# SJs with swag



## Swordsman of Mana (Jan 7, 2011)

who are some SJs with swag?


----------



## Miss Scarlet (Jul 26, 2010)

But seriously. What are you implying? That SJs can't have swag?


----------



## Coburn (Sep 3, 2010)

Me. 


(You know it's true)


----------



## CallSignOWL (Jan 11, 2010)




----------



## Owfin (Oct 15, 2011)




----------



## Miss Scarlet (Jul 26, 2010)

JuliaRhys said:


> Me.
> 
> 
> (You know it's true)


----------



## Coburn (Sep 3, 2010)

Miss Scarlet said:


>


Hahahahaha. I've been contemplating for the last hour and a half whether or not to commit my evening to a season of Psych. 

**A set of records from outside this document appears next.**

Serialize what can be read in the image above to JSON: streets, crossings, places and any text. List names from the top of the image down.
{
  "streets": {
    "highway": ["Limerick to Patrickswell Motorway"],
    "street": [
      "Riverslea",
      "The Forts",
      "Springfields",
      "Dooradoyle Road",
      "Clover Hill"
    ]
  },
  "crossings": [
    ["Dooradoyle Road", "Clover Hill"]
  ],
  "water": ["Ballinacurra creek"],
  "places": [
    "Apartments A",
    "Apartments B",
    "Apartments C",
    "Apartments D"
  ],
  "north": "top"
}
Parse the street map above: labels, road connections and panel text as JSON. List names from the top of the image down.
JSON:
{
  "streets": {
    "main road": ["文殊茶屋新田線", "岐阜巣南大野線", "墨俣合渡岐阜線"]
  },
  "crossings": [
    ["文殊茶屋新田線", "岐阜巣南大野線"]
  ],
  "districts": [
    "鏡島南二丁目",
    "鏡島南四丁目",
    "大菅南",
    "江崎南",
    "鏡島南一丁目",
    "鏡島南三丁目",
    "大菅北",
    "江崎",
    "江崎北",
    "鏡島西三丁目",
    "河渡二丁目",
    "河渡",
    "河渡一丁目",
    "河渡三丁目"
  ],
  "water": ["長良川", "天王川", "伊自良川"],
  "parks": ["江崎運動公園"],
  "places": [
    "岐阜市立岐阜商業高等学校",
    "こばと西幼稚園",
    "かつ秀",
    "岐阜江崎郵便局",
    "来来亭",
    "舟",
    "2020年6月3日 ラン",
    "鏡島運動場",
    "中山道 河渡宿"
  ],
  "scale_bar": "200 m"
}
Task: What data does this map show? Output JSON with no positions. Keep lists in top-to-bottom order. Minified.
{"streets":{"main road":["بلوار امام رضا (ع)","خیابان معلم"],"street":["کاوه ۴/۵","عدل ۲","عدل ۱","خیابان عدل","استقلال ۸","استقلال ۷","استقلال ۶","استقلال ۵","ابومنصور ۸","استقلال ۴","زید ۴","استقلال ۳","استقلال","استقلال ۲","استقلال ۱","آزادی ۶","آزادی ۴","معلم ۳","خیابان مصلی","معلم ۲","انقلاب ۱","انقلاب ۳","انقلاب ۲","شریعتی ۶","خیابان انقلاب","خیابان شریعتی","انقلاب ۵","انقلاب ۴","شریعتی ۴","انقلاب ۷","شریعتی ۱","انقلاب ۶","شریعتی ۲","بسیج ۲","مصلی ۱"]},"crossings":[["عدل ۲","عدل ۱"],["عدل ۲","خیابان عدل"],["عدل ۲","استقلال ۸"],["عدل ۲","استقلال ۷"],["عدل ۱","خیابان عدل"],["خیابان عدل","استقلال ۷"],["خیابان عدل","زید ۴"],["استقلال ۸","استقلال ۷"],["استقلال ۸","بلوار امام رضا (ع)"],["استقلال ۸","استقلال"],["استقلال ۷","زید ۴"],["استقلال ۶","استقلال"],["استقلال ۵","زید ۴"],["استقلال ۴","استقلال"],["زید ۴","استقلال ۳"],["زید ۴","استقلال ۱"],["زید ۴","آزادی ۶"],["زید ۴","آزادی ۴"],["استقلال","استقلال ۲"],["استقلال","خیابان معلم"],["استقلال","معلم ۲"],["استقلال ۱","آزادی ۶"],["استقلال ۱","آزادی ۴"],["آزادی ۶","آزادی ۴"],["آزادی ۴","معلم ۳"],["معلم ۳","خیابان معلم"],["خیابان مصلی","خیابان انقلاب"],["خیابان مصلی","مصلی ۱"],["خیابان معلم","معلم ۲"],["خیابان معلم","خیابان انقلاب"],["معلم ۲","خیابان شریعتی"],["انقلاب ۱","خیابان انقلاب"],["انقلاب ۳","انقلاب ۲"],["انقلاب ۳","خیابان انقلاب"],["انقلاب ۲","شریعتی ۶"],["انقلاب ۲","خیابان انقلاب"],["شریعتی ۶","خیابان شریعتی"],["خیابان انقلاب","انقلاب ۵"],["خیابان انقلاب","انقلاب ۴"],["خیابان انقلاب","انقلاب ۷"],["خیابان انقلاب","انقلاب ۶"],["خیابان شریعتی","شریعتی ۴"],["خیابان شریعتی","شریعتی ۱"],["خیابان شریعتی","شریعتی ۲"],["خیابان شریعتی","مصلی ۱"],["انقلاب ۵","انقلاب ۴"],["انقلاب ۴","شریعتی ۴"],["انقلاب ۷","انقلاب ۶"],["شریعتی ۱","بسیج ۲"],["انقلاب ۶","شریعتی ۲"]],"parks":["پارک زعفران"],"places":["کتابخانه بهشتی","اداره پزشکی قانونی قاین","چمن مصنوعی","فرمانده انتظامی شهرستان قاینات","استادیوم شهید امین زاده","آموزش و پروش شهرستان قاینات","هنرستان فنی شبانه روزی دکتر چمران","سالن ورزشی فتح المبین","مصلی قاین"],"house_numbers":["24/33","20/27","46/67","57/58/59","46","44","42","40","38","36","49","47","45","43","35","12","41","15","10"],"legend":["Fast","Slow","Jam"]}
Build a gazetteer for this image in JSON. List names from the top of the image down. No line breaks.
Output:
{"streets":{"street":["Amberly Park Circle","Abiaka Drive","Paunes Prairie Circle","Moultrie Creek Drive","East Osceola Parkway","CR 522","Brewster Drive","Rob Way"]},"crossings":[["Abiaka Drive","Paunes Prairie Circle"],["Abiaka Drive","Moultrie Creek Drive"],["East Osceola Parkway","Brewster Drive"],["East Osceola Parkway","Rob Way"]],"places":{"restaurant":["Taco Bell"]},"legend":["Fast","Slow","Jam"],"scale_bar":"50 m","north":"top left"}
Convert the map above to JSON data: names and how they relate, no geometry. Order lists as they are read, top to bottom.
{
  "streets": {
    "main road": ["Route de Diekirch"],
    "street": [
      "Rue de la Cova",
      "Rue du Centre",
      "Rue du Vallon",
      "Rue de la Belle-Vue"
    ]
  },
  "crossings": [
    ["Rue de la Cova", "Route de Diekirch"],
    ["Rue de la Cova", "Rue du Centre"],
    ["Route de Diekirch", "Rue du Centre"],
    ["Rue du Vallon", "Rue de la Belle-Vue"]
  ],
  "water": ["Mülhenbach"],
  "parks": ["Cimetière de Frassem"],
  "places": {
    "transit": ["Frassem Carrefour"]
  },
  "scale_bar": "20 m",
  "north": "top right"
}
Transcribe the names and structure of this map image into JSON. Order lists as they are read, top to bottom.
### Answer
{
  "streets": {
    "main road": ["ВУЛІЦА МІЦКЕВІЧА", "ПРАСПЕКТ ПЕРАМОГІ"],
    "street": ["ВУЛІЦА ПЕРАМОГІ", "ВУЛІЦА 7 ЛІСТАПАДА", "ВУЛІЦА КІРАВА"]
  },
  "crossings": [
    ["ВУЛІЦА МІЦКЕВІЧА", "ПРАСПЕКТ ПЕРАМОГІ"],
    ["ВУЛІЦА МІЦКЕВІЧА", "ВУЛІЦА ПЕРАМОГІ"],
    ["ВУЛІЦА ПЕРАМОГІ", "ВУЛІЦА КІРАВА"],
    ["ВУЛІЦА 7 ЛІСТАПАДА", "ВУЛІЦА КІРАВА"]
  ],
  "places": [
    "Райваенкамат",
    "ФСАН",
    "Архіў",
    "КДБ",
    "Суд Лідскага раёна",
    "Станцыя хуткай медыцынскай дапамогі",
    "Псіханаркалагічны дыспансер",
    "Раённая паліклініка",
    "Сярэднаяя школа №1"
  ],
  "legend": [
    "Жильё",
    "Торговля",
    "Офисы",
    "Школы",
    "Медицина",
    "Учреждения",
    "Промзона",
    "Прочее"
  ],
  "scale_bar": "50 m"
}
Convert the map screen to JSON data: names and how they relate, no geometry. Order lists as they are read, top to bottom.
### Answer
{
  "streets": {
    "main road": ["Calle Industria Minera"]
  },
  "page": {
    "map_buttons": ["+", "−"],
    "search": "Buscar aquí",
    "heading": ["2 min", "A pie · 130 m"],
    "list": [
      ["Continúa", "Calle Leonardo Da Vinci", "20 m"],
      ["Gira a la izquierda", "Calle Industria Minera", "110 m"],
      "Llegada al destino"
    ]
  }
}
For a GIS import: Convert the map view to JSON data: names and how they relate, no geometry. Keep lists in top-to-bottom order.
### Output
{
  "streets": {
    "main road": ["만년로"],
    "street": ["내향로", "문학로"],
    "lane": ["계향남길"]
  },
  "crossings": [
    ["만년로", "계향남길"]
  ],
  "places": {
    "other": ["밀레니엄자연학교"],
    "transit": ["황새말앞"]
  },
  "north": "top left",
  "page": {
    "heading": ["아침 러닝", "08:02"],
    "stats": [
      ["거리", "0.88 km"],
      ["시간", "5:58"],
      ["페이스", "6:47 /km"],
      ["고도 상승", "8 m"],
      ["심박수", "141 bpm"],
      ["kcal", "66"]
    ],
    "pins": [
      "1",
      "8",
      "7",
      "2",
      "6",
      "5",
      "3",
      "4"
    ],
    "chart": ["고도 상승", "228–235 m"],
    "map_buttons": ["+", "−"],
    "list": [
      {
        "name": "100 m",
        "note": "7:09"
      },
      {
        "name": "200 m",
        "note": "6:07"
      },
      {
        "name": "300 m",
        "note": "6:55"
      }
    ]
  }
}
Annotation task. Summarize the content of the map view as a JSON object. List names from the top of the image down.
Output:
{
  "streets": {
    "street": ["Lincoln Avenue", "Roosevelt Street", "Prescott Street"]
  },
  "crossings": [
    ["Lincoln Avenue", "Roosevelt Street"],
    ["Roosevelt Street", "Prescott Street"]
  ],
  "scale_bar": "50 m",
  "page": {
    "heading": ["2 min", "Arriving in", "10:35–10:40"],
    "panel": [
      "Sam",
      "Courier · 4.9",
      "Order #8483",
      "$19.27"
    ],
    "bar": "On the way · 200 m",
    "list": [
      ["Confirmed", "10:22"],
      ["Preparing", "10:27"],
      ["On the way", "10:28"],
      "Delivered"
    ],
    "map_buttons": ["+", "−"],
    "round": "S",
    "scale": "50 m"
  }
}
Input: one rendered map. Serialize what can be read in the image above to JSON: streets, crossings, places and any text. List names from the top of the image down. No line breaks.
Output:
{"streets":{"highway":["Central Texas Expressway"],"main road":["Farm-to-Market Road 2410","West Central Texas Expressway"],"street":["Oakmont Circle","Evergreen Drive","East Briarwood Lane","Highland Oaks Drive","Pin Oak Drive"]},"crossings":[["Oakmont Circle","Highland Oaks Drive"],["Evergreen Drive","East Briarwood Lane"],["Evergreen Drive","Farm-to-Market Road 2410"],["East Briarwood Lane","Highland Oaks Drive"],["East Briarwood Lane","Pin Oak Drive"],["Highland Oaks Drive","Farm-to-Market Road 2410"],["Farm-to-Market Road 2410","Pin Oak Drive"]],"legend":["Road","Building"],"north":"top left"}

The Heavens have spoken...


----------



## Miss Scarlet (Jul 26, 2010)

JuliaRhys said:


> Hahahahaha. I've been contemplating for the last hour and a half whether or not to commit my evening to a season of Psych.
> 
> The Heavens have spoken...



Score! I will now consider myself the heavens.


----------



## Murnando (Dec 10, 2011)

Are you kidding? I've never even met an ISTJ that wasn't a total badass.

(If you're ISTJ and reading this, I confess I have a slight crush on your personality type)


----------